YOUR INSTRUCTIONS: Would you please return the data below verbatim, without its pictures?

(Collected data)
━━━━
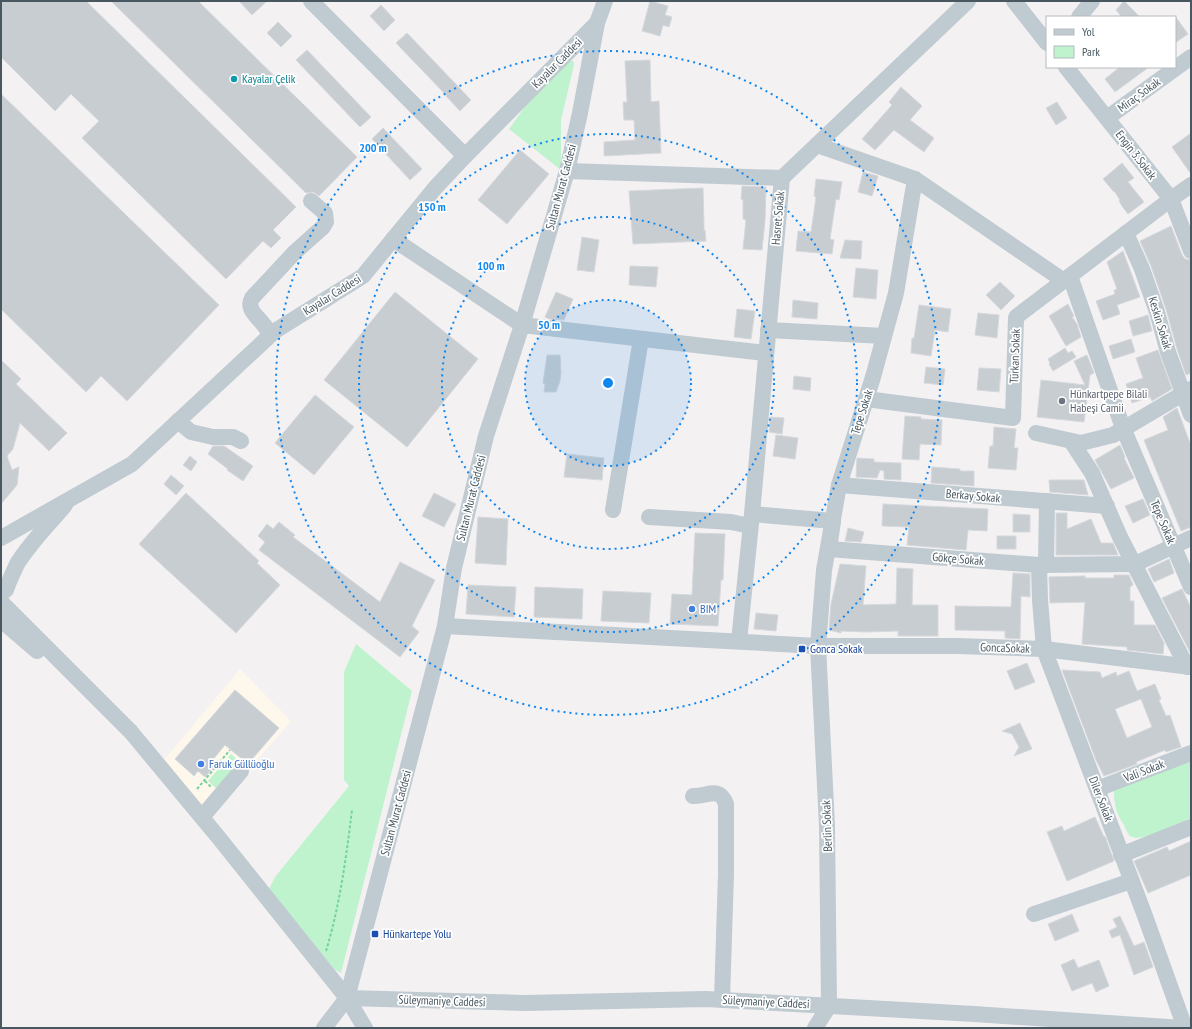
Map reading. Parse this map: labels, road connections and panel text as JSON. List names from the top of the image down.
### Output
{
  "streets": {
    "street": [
      "Kayalar Caddesi",
      "Miraç Sokak",
      "Engin 3.Sokak",
      "Sultan Murat Caddesi",
      "Hasret Sokak",
      "Keskin Sokak",
      "Türkan Sokak",
      "Tepe Sokak",
      "Berkay Sokak",
      "Gökçe Sokak",
      "GoncaSokak",
      "Vali Sokak",
      "Diler Sokak",
      "Berlin Sokak",
      "Süleymaniye Caddesi"
    ]
  },
  "crossings": [
    ["Kayalar Caddesi", "Sultan Murat Caddesi"],
    ["Miraç Sokak", "Engin 3.Sokak"],
    ["Engin 3.Sokak", "Türkan Sokak"],
    ["Sultan Murat Caddesi", "Süleymaniye Caddesi"],
    ["Keskin Sokak", "Türkan Sokak"],
    ["Türkan Sokak", "Tepe Sokak"],
    ["Tepe Sokak", "Berkay Sokak"],
    ["Tepe Sokak", "Gökçe Sokak"],
    ["Tepe Sokak", "GoncaSokak"],
    ["Tepe Sokak", "Berlin Sokak"],
    ["Berkay Sokak", "Diler Sokak"],
    ["Gökçe Sokak", "Diler Sokak"],
    ["GoncaSokak", "Diler Sokak"],
    ["GoncaSokak", "Berlin Sokak"],
    ["Vali Sokak", "Diler Sokak"],
    ["Diler Sokak", "Süleymaniye Caddesi"],
    ["Berlin Sokak", "Süleymaniye Caddesi"]
  ],
  "places": {
    "other": [
      "Kayalar Çelik",
      "Hünkartpepe Bilali Habeşi Camii",
      "BIM",
      "Faruk Güllüoğlu"
    ],
    "transit": ["Gonca Sokak", "Hünkartepe Yolu"]
  },
  "legend": ["Yol", "Park"],
  "rings": [
    "200 m",
    "150 m",
    "100 m",
    "50 m"
  ]
}
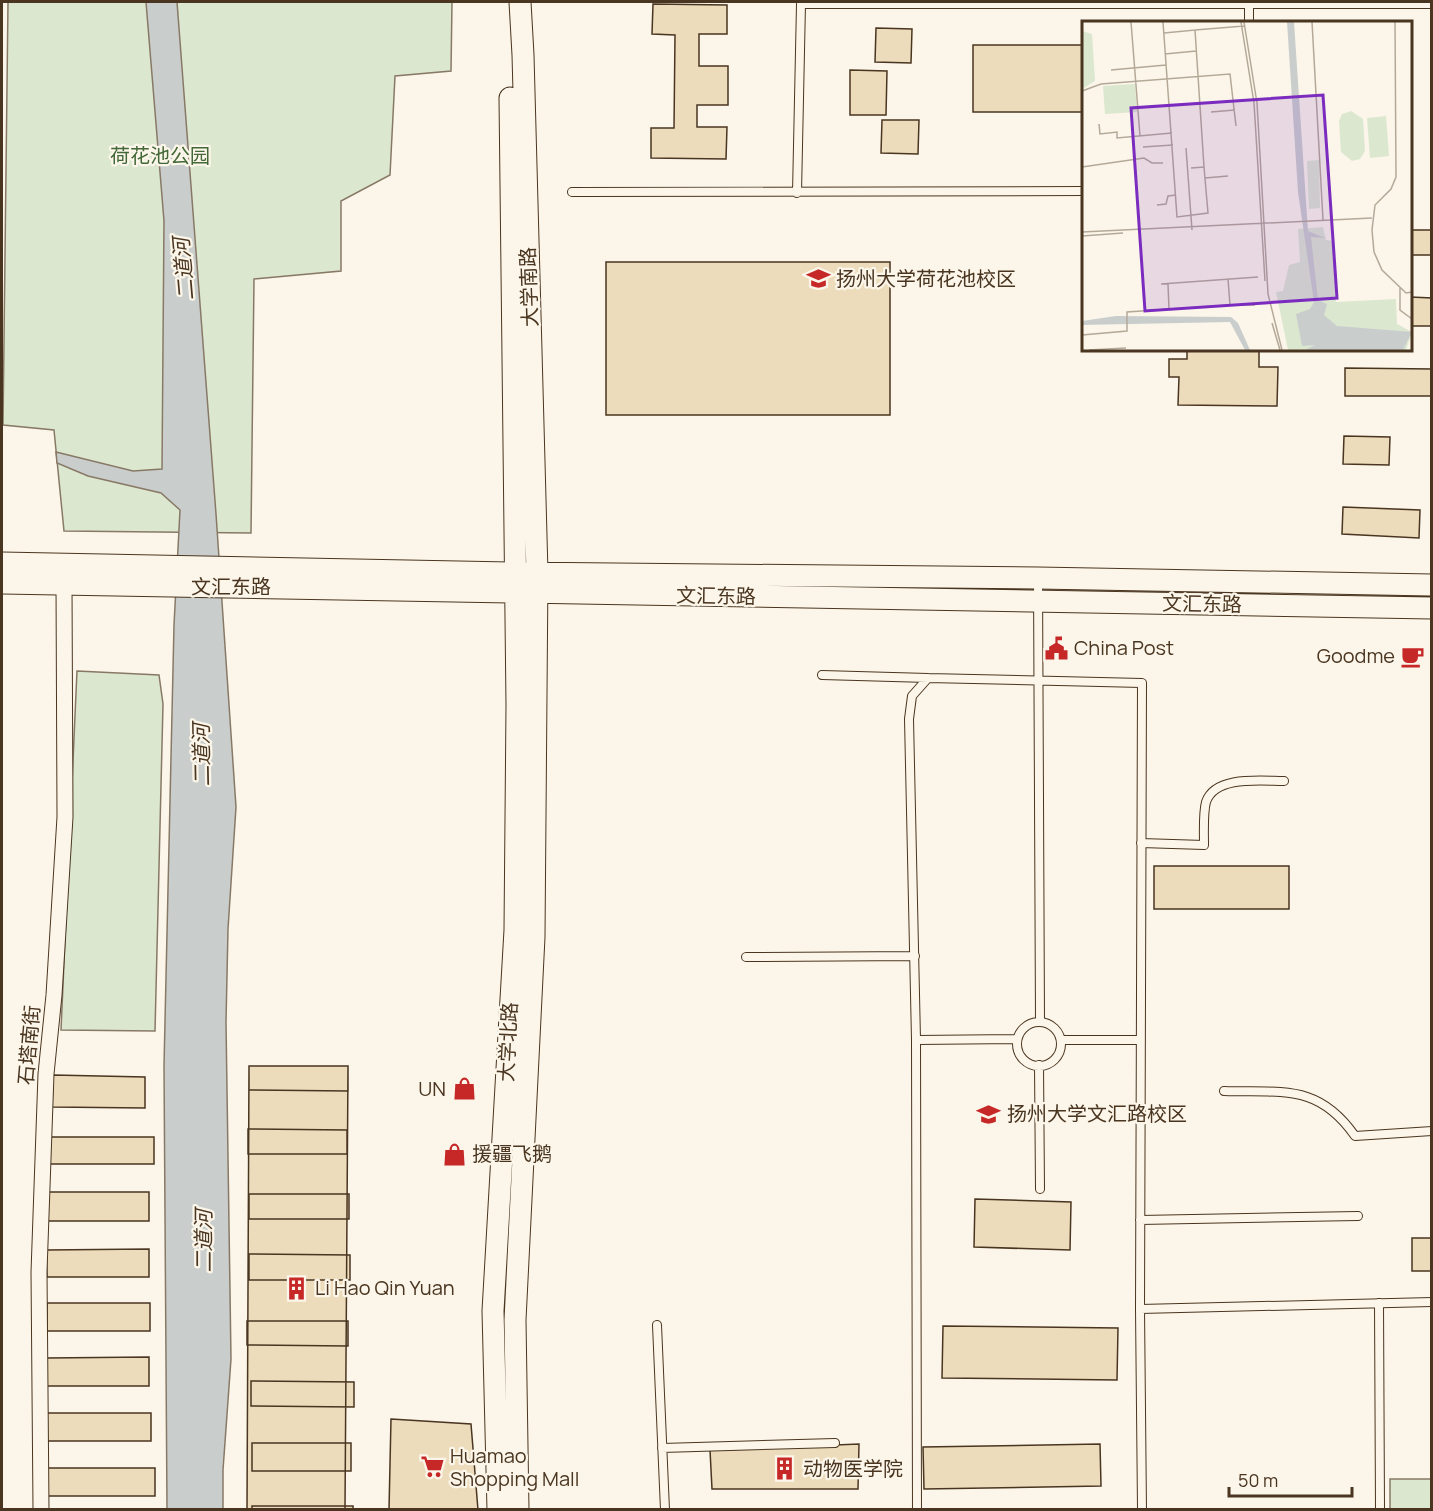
━━━━
RESULT OF THIS EXERCISE:
Map reading. Parse this map: labels, road connections and panel text as JSON. List names from the top of the image down.
### Output
{
  "streets": {
    "street": [
      "Kayalar Caddesi",
      "Miraç Sokak",
      "Engin 3.Sokak",
      "Sultan Murat Caddesi",
      "Hasret Sokak",
      "Keskin Sokak",
      "Türkan Sokak",
      "Tepe Sokak",
      "Berkay Sokak",
      "Gökçe Sokak",
      "GoncaSokak",
      "Vali Sokak",
      "Diler Sokak",
      "Berlin Sokak",
      "Süleymaniye Caddesi"
    ]
  },
  "crossings": [
    ["Kayalar Caddesi", "Sultan Murat Caddesi"],
    ["Miraç Sokak", "Engin 3.Sokak"],
    ["Engin 3.Sokak", "Türkan Sokak"],
    ["Sultan Murat Caddesi", "Süleymaniye Caddesi"],
    ["Keskin Sokak", "Türkan Sokak"],
    ["Türkan Sokak", "Tepe Sokak"],
    ["Tepe Sokak", "Berkay Sokak"],
    ["Tepe Sokak", "Gökçe Sokak"],
    ["Tepe Sokak", "GoncaSokak"],
    ["Tepe Sokak", "Berlin Sokak"],
    ["Berkay Sokak", "Diler Sokak"],
    ["Gökçe Sokak", "Diler Sokak"],
    ["GoncaSokak", "Diler Sokak"],
    ["GoncaSokak", "Berlin Sokak"],
    ["Vali Sokak", "Diler Sokak"],
    ["Diler Sokak", "Süleymaniye Caddesi"],
    ["Berlin Sokak", "Süleymaniye Caddesi"]
  ],
  "places": {
    "other": [
      "Kayalar Çelik",
      "Hünkartpepe Bilali Habeşi Camii",
      "BIM",
      "Faruk Güllüoğlu"
    ],
    "transit": ["Gonca Sokak", "Hünkartepe Yolu"]
  },
  "legend": ["Yol", "Park"],
  "rings": [
    "200 m",
    "150 m",
    "100 m",
    "50 m"
  ]
}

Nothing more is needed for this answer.